This engrossing Spanish-Argie thriller stars the appealingly mordant Darío Grandinetti (Probably best known from Almodóvar's Hable con Ella, but most fondly recalled by me in Eliseo Subiela's excellent El Lado Oscuro del Corazón, 1 and 2.)
Here he plays Ramón, a university lecturer who early on we see explaining on video just how he got into the business of serial-killing.
The rest of the movie basically alternates between situations in which Ramón is in the midst of an intense interview. In the first he is tormenting his ex-wife Laura, apparently his helpless captive in a well kitted-out pyscho's underground lair, whilst in the second of these cat and mouse games, two detectives are subsequently interrogating him as the prime suspect following her mysterious disappearance.

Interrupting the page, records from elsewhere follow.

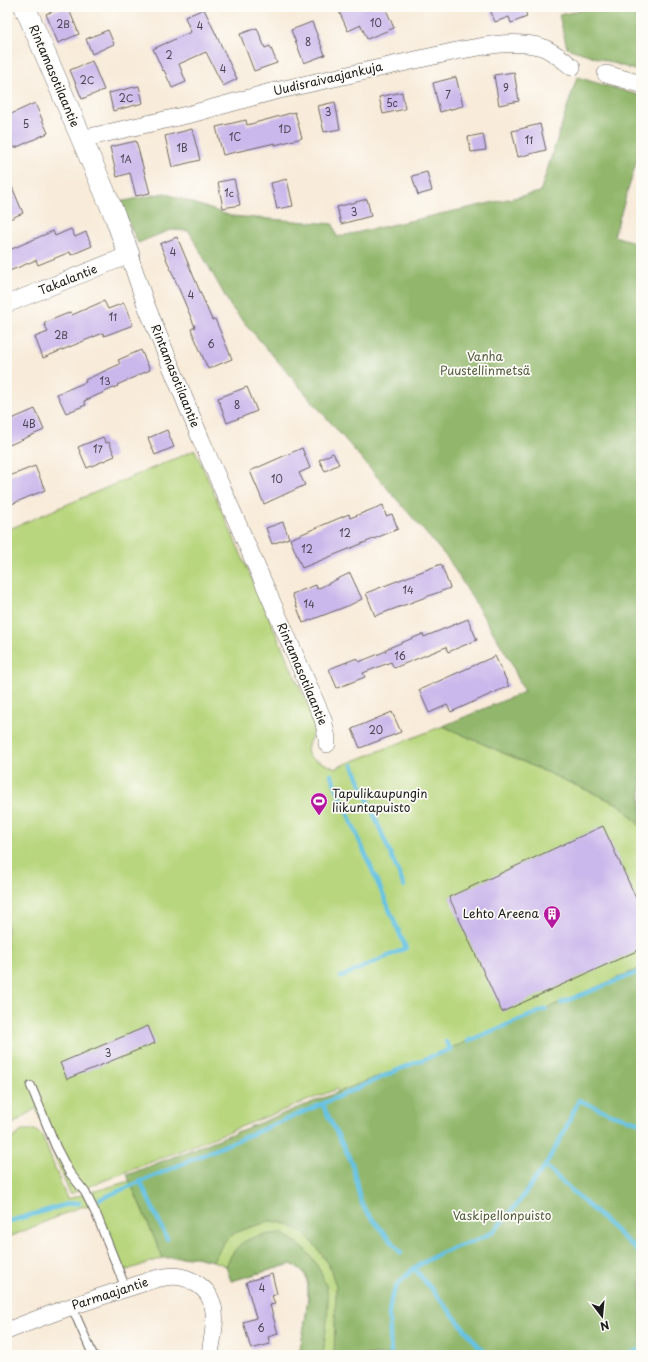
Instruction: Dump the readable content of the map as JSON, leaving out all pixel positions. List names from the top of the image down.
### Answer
{
  "streets": {
    "street": [
      "Rintamasotilaantie",
      "Uudisraivaajankuja",
      "Takalantie",
      "Parmaajantie"
    ]
  },
  "crossings": [
    ["Rintamasotilaantie", "Uudisraivaajankuja"],
    ["Rintamasotilaantie", "Takalantie"]
  ],
  "parks": ["Vanha Puustellinmetsä", "Vaskipellonpuisto"],
  "places": {
    "sports": ["Tapulikaupungin liikuntapuisto"],
    "building": ["Lehto Areena"]
  },
  "house_numbers": [
    "10",
    "2B",
    "4",
    "8",
    "2",
    "4",
    "2C",
    "9",
    "7",
    "2C",
    "5c",
    "3",
    "5",
    "1D",
    "1C",
    "11",
    "1B",
    "1A",
    "1c",
    "3",
    "4",
    "4",
    "11",
    "2B",
    "6",
    "13",
    "8",
    "4B",
    "17",
    "10",
    "12",
    "12",
    "14",
    "14",
    "16",
    "20",
    "3",
    "4",
    "6"
  ],
  "north": "bottom"
}
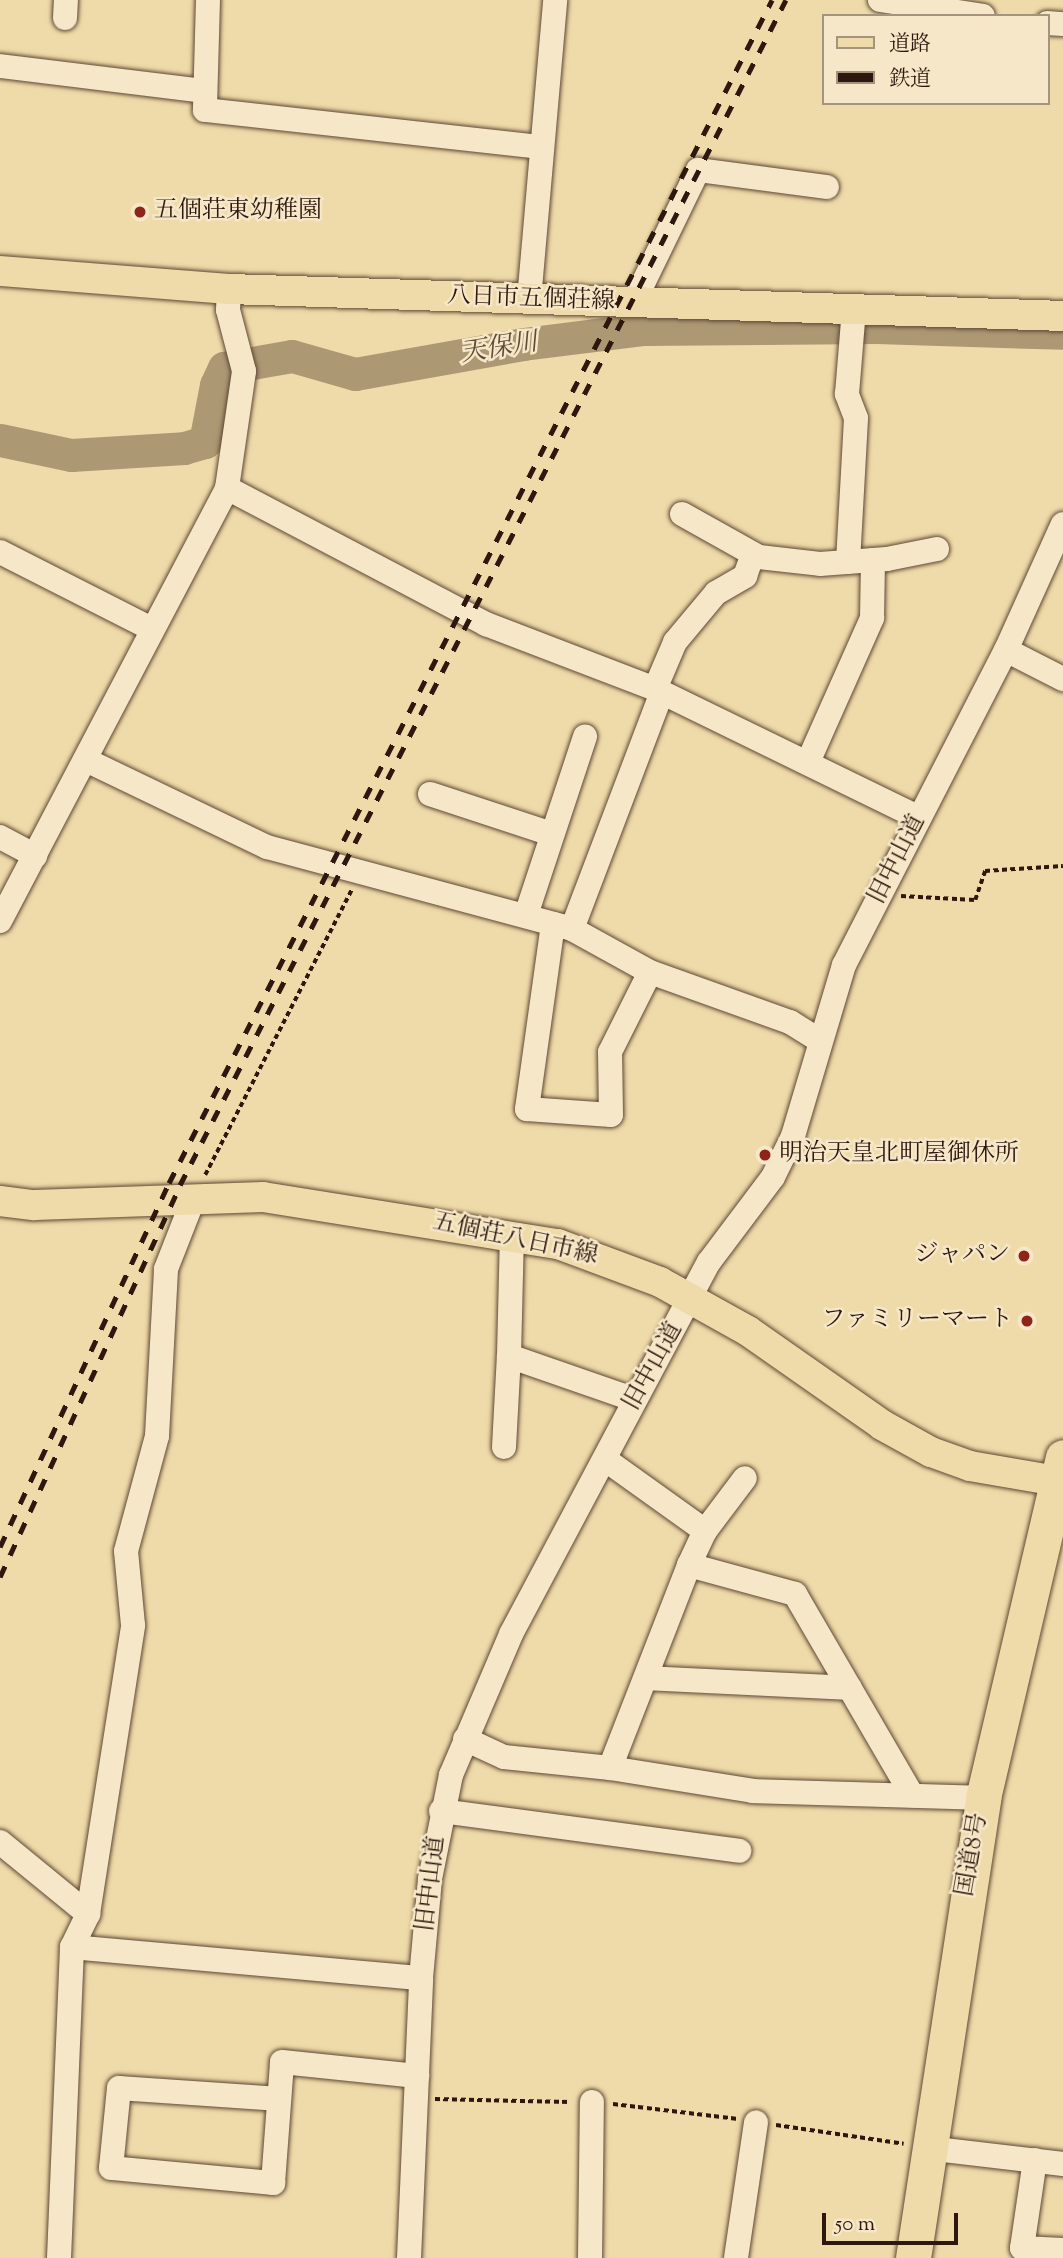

The interplay of these counterposed dramas is very well-handled. The overall mood is playful, with a bit of a nasty edge. To some extent it's also quite predictable: Ramón must create doubt in the minds of the police, and in doing so toys with our own doubts about the reality of what we see in the other section of the narrative. But this in no way detracted from my enjoyment of the way the story unfolds.
I especially enjoyed the section where Ramón gives the cops a plausible account of how he went about kidnapping his ex, which forms a voiceover overlaying a flashback which depicts the subtly different actual circumstances of the abduction.
One odd aspect of the film is the game which gives it its name. Ramón challenges Laura to respond to each word he pronounces with another beginning with the last syllable of his own. In this section the subtitles are of course unable to directly translate the Spanish words delivered by the actors as this would make little sense, but it does seem rather odd if you are listening to the spoken words whilst following the text on the screen.